Di basis NU, paham Sepilis [Sekulerisme-Pluralisme-Liberalisme] terus mendapat perlawanan sengit dari para kiai. Selain mengkonter lewat pemikiran, NU juga berkomitmen mengikis habis paham sesat tersebut.
Sebanyak 40 pengasuh pesantren dari 18 Pondok Pesantren di Kota Blitar berkumpul di Aula PP Tarbiyatul Falah Putri, Jalan Manggar Sukorejo, Blitar, Jawa Timur, Senin (14/4). Tak seperti biasanya, malam itu, para kiai yang kebanyakan sudah berumur tersebut berkumpul justru untuk "mengaji". Tema yang dibahas cukup aktual dan dinilai penting untuk menghadapi fenomena yang berkembang akhir-akhir ini, yakni maraknya aliran dan pemikiran sesat.
Menurut tuan rumah, Pengasuh PP Tarbiyatul Falah KH Abdul Karim Muhaimin, acara itu diselenggarakan sebab ditengarai adanya aliran dan pemikiran yang tidak sepaham dengan NU (Nahdhatul Ulama) dan sudah masuk ke Kota Blitar. ''Di kalangan nahdhiyyin (warga NU, red) Blitar, sudah mulai marak, misalnya, pendapat bahwa al-Quran bersifat diskriminatif, terutama dalam masalah waris, juga melenturnya akidah umat di kalangan NU, bahwa semua agama itu sama benarnya. Pikiran itu muncul dari anak-anak muda, rata-rata santri pesantren yang kemudian melanjutkan ke jenjang kuliah. Dan lebih mengkhawatirkan lagi, mereka ada yang dari kalangan anak-anak kiai pengasuh pesantren," ujarnya.

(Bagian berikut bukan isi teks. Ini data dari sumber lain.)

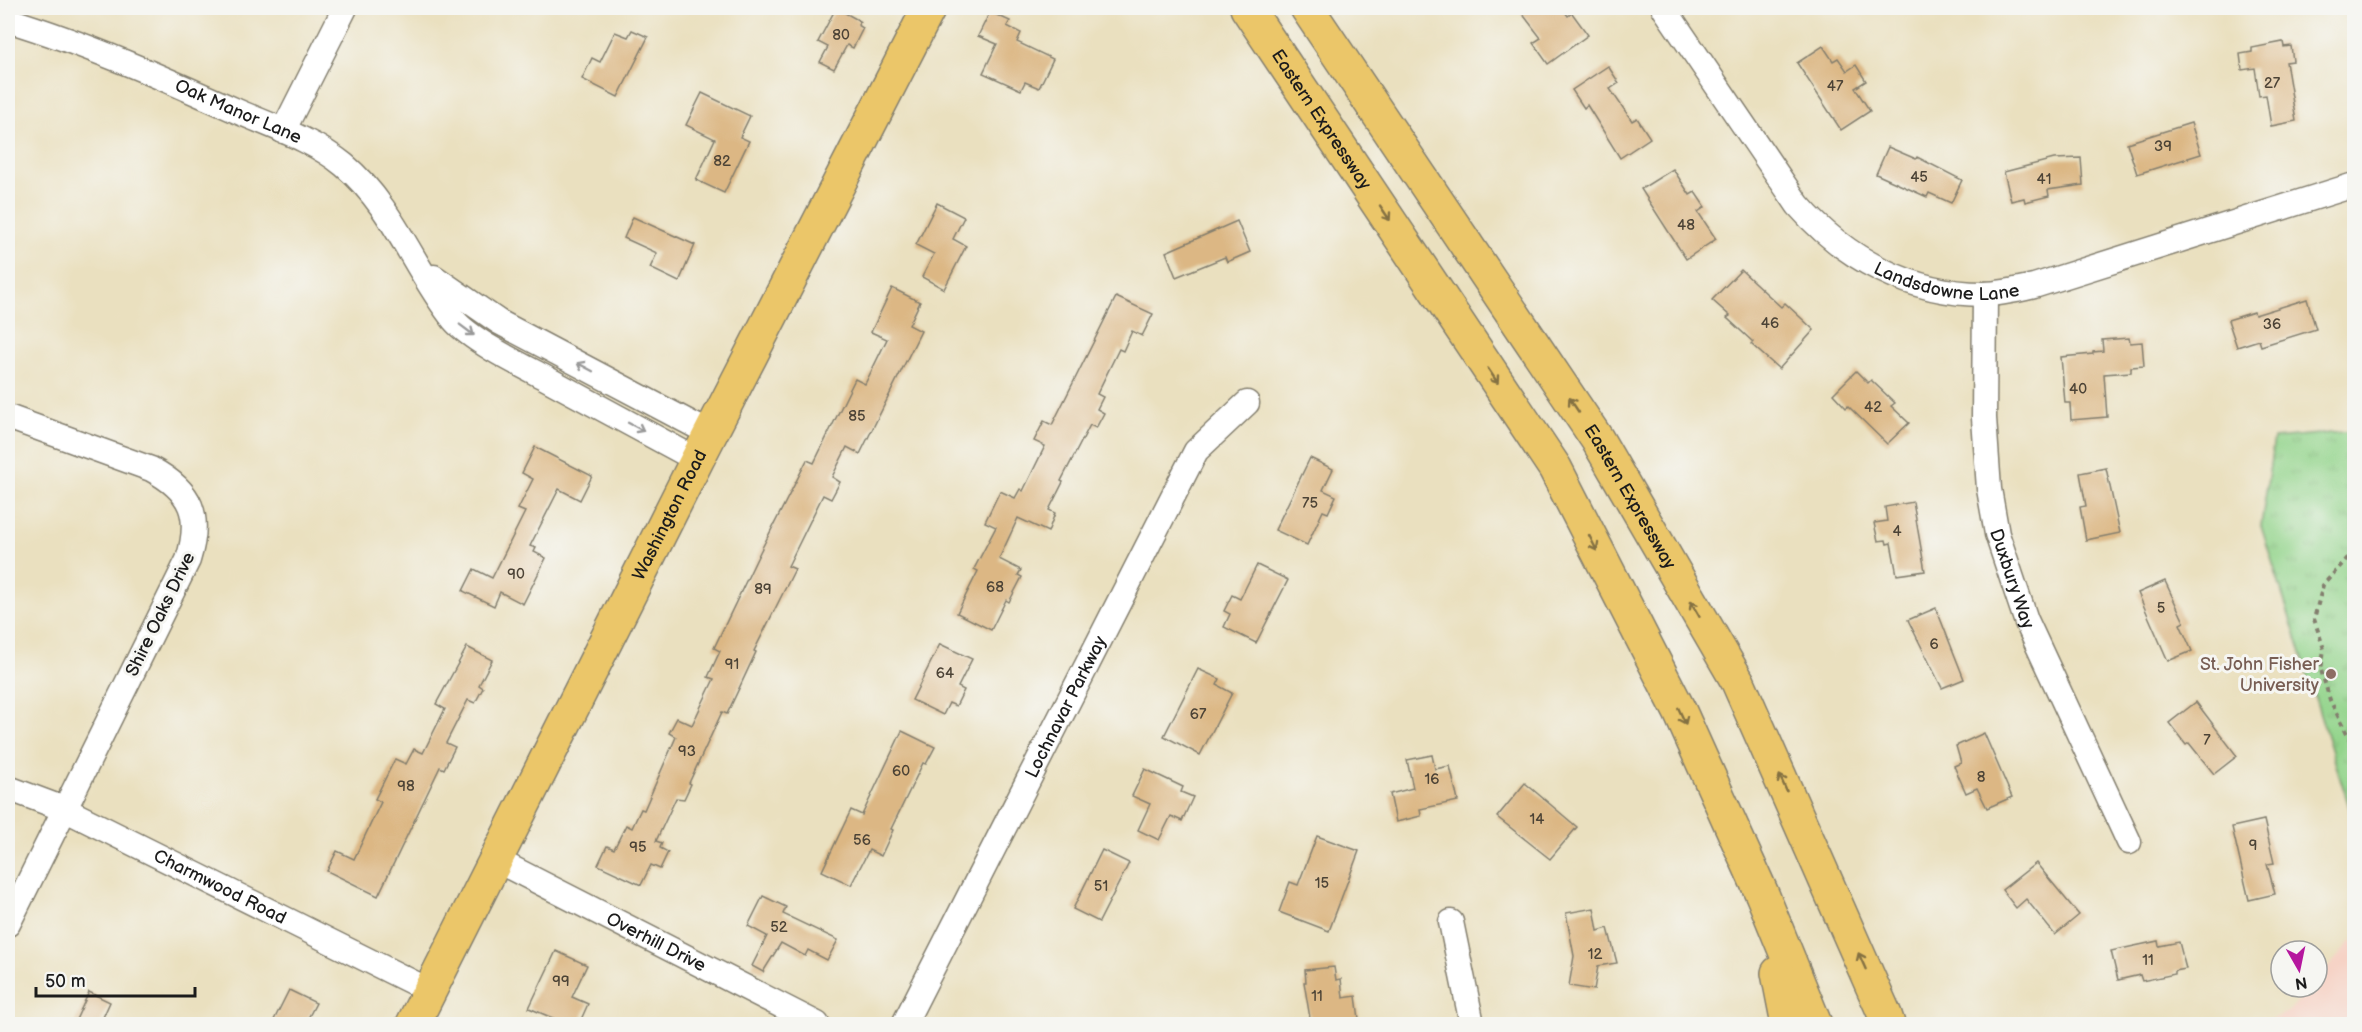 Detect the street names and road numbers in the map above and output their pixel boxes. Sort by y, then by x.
street label: Eastern Expressway [1267,46,1376,194]
street label: Oak Manor Lane [172,75,305,148]
street label: Landsdowne Lane [1870,258,2021,305]
street label: Eastern Expressway [1579,421,1681,574]
street label: Washington Road [628,446,711,584]
street label: Duxbury Way [1985,526,2039,633]
street label: Shire Oaks Drive [121,549,200,680]
street label: Lochnavar Parkway [1021,632,1111,781]
street label: Charmwood Road [150,845,290,929]
street label: Overhill Drive [603,908,710,977]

Dalam sesi penyampaian aliran dan pemikiran sesat, Katib Syuriah PCNU Kota Blitar Drs Abdul Basyid membedah paham Isa Bugis yang menyebutkan bahwa ayat al¬Quran yang tidak bisa ditafsiri dengan akal, harus dibuang dan dimuseumkan. "Sedikit banyak anak-anak JIL (Jaringan Islam Liberal) terilhami, bahwa semua agama adalah sama," ujar Abdul Basyid.
Dalam literatur klasik yang biasa dipelajari di pesantren, Wakil Ketua MUI Kota Blitar itu menegaskan, sebenarnya sudah banyak penjelasan yang bisa digunakan untuk menangkal paham-paham yang sepertinya baru itu. "Anak-anak JIL itu banyak mengatakan bahwa ayat¬ayat yang mengutuk perbuatan orang Yahudi dan Nasrani, itu tidak berlaku bagi umat Islam. Padahal kaidahnya, kullu ayatin waradat dzamman lil kuffar wal munafiqin, jarrat bidziliha 'ala ushatil mukminin. Setiap ayat yang teksnya mengecam perbuatan orang kafir dan kaum munafik, berlaku juga untuk pelaku maksiat dari kalangan kaum mukminin. Kaidah seperti ini sudah ada di Tafsir Tajul Muslimin yang biasa diajarkan di pesantren," beber Abdul Basyid.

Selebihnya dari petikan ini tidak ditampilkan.